Start of Data shown

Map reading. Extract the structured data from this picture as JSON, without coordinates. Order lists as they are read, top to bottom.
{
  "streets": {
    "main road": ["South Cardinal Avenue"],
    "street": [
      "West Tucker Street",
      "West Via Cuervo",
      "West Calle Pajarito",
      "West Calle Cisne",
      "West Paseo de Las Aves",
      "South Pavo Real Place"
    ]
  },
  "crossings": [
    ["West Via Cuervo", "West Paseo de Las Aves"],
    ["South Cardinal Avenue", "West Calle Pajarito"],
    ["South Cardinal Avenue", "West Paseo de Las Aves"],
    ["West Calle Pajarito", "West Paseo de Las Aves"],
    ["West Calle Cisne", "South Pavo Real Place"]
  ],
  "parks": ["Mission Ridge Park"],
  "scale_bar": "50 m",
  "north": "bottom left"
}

End of Data shown

**Assigned task**
All records must be transcribed exactly, with none left out.

**Answer below**
Map reading. Extract the structured data from this picture as JSON, without coordinates. Order lists as they are read, top to bottom.
{
  "streets": {
    "main road": ["South Cardinal Avenue"],
    "street": [
      "West Tucker Street",
      "West Via Cuervo",
      "West Calle Pajarito",
      "West Calle Cisne",
      "West Paseo de Las Aves",
      "South Pavo Real Place"
    ]
  },
  "crossings": [
    ["West Via Cuervo", "West Paseo de Las Aves"],
    ["South Cardinal Avenue", "West Calle Pajarito"],
    ["South Cardinal Avenue", "West Paseo de Las Aves"],
    ["West Calle Pajarito", "West Paseo de Las Aves"],
    ["West Calle Cisne", "South Pavo Real Place"]
  ],
  "parks": ["Mission Ridge Park"],
  "scale_bar": "50 m",
  "north": "bottom left"
}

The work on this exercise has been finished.